VI. Dynamic Address Allocation To assess the feasibility of dynamic addressing, we develop a suite of protocols that implement such an approach. Our work effectively solves the main algorithmic problems, and forms a stable framework for further dynamic addressing research. When a node joins an existing network, it uses the periodic routing updates of its neighbors to identify and select an unoccupied and legitimate address. It starts out by selecting which neighbor to get an address from the neighbor with the highest level insertion point is selected as the best neighbor. The insertion point is defined as the highest level for which no routing entry exists in a given neighbors routing table. However, the fact that a routing entry happens to be unoccupied in one neighbors routing table does not guarantee that it represents a valid address choice. We discuss how the validity of an address is verified in the next subsection. The new node picks an address out of a possibly large set of available addresses. In our current implementation, we make nodes pick an address in the largest unoccupied address block. For example, in figure 4, a joining node connecting to the node with address [100] will pick an address in the [11x] sub tree. Figure 5 illustrates the address allocation procedure for a 3-bit address space.

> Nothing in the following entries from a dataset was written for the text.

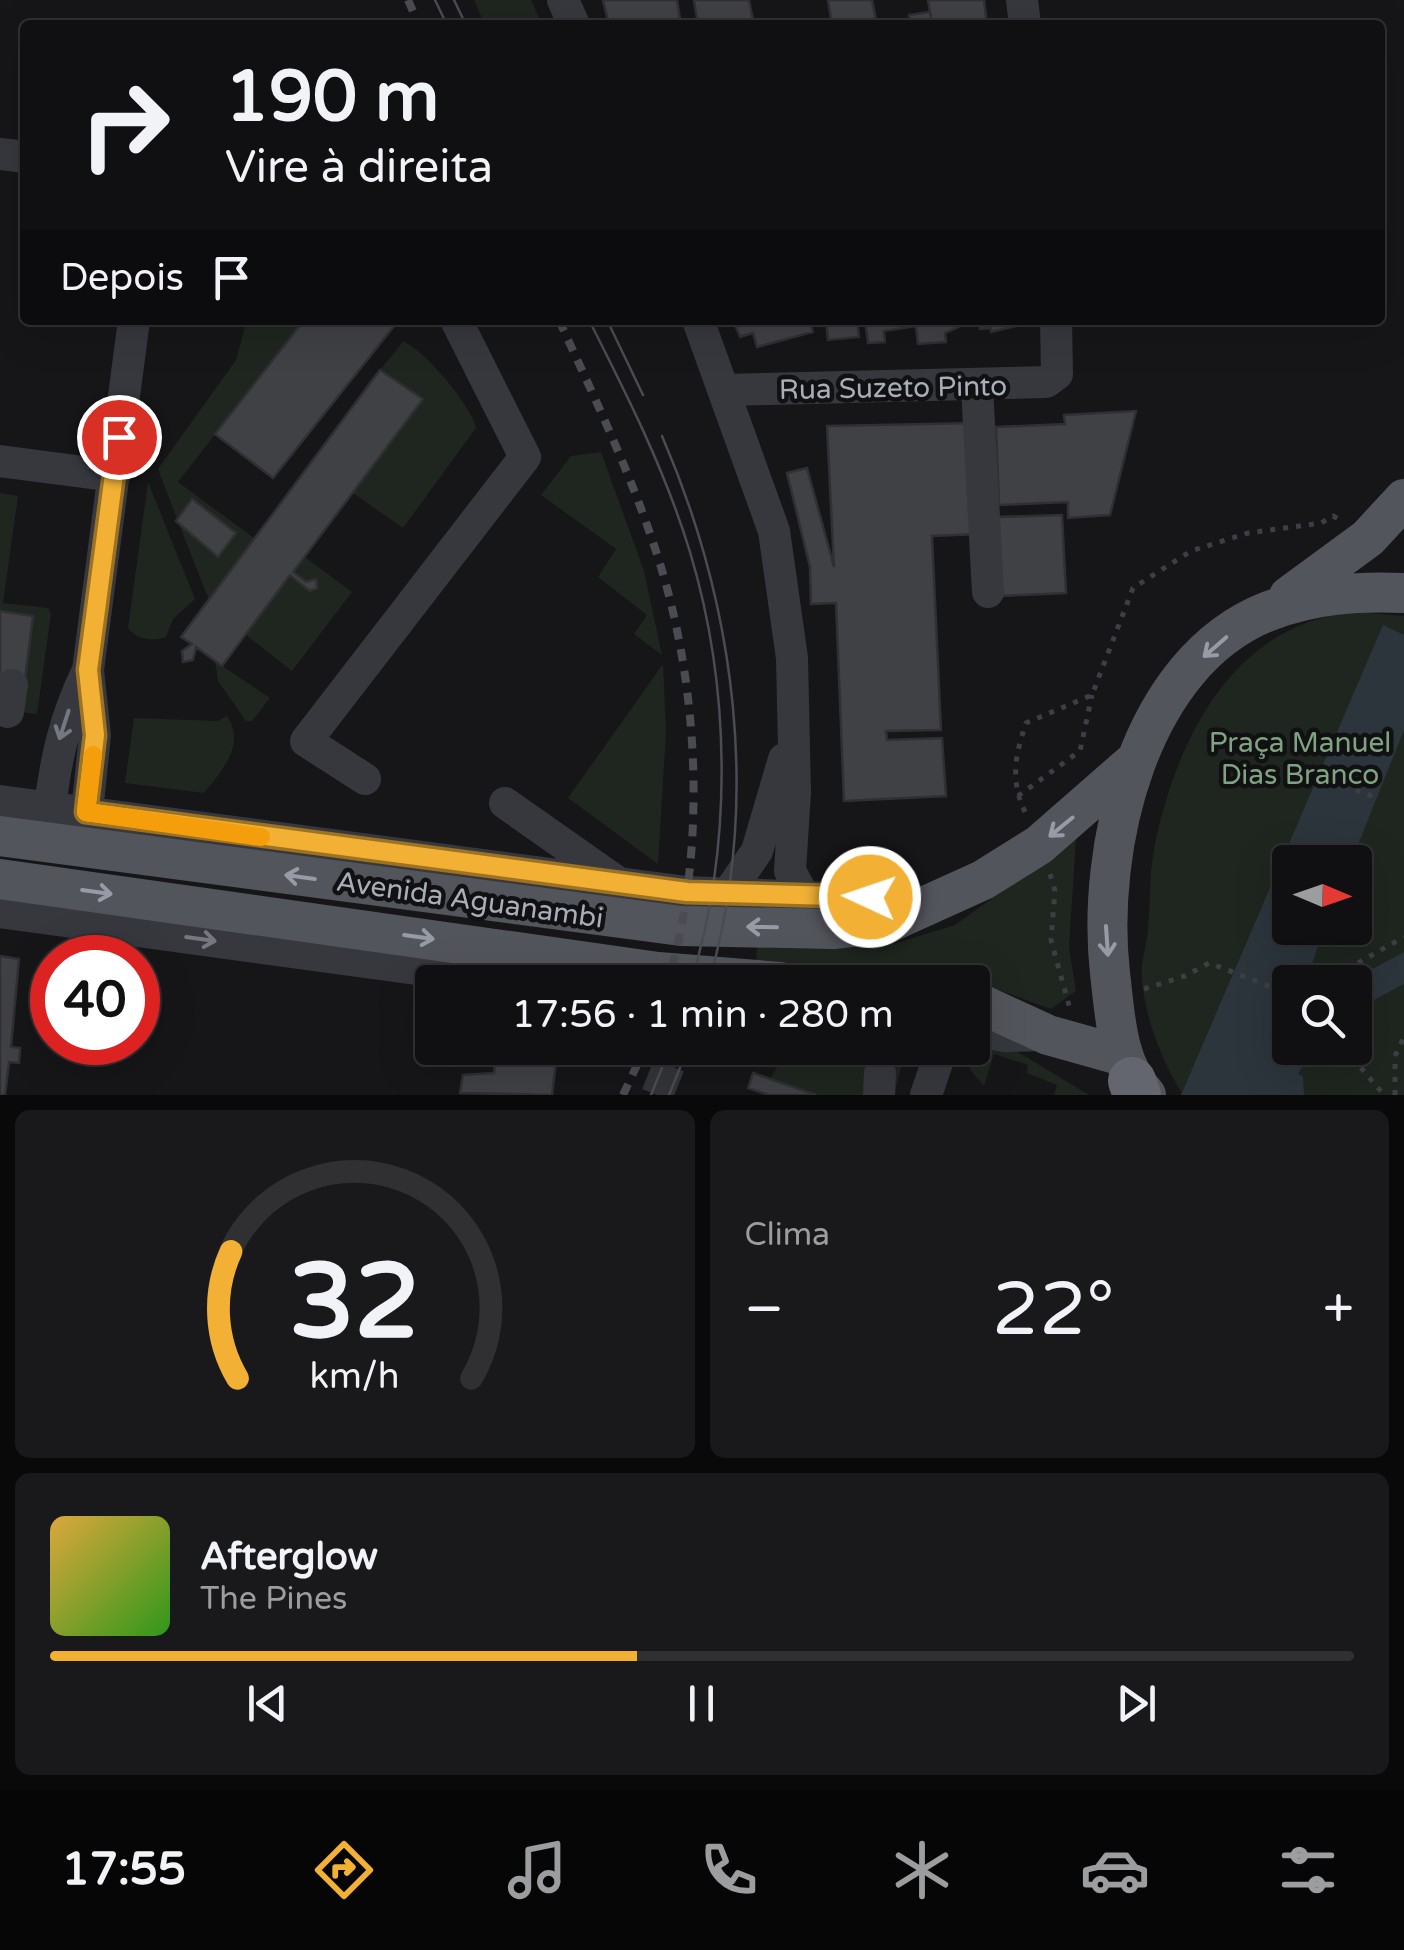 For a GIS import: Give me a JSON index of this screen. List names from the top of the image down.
{
  "streets": {
    "main road": ["Avenida Aguanambi"],
    "street": ["Rua Suzeto Pinto"]
  },
  "parks": ["Praça Manuel Dias Branco"],
  "north": "right",
  "page": {
    "turn": ["190 m", "Vire à direita"],
    "then": "Depois",
    "limit": "40",
    "trip": "17:56 · 1 min · 280 m",
    "tile": "Clima",
    "heat": ["−", "22°", "+"],
    "song": ["Afterglow", "The Pines"],
    "tabs": "17:55",
    "gauge": ["32", "km/h"]
  }
}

Figure.5 Address allocation procedure for a 3-bit address space

There are several ways to choose among the available addresses, and we have presented only one such method. However, it has turned out that this method of address selection works well in simulation trials. Under steady-state, and discounting concurrency, the presented address selection technique leads to a legitimate address allocation: the joining node is by definition connected to neighbor it got its new address from, and the new address is taken from one of the neighbors empty sibling sub trees, so the prefix sub graph constraint is satisfied. Node A starts out alone with address [000]. When node B joins the network, it observes that A has a null routing entry corresponding to the sub tree [1xx], and



picks the address [100]. Similarly when C joins the network by connecting to B, C picks the address [110]. Finally, when D joins via A, As [1xx] routing entry is now occupied. However, the entry corresponding to sibling [01x] is still empty, and so, D takes the address [010]. Merging Networks Efficiently - DART handles the merging of two initially separate networks as part of normal operations. In a nutshell, the nodes in the network with the higher identifier join the other network one by one8. The lower id network absorbs the other network slowly: the nodes at the border will first join the other network, and then their neighbors join them recursively. Dealing with Split Networks - Here, we describe how we deal with network partitioning. Intuitively, each partition can keep its addresses, but one of the partitions will need to change its network identifier. In this situation, there are generally no constraint violations. This reduces to the case where the node with the lowest identifier leaves the network. Since the previous lowest identifier node is no longer part of the network, the routing update from the new lowest identifier node can propagate through the network until all nodes are aware of the new network identifier.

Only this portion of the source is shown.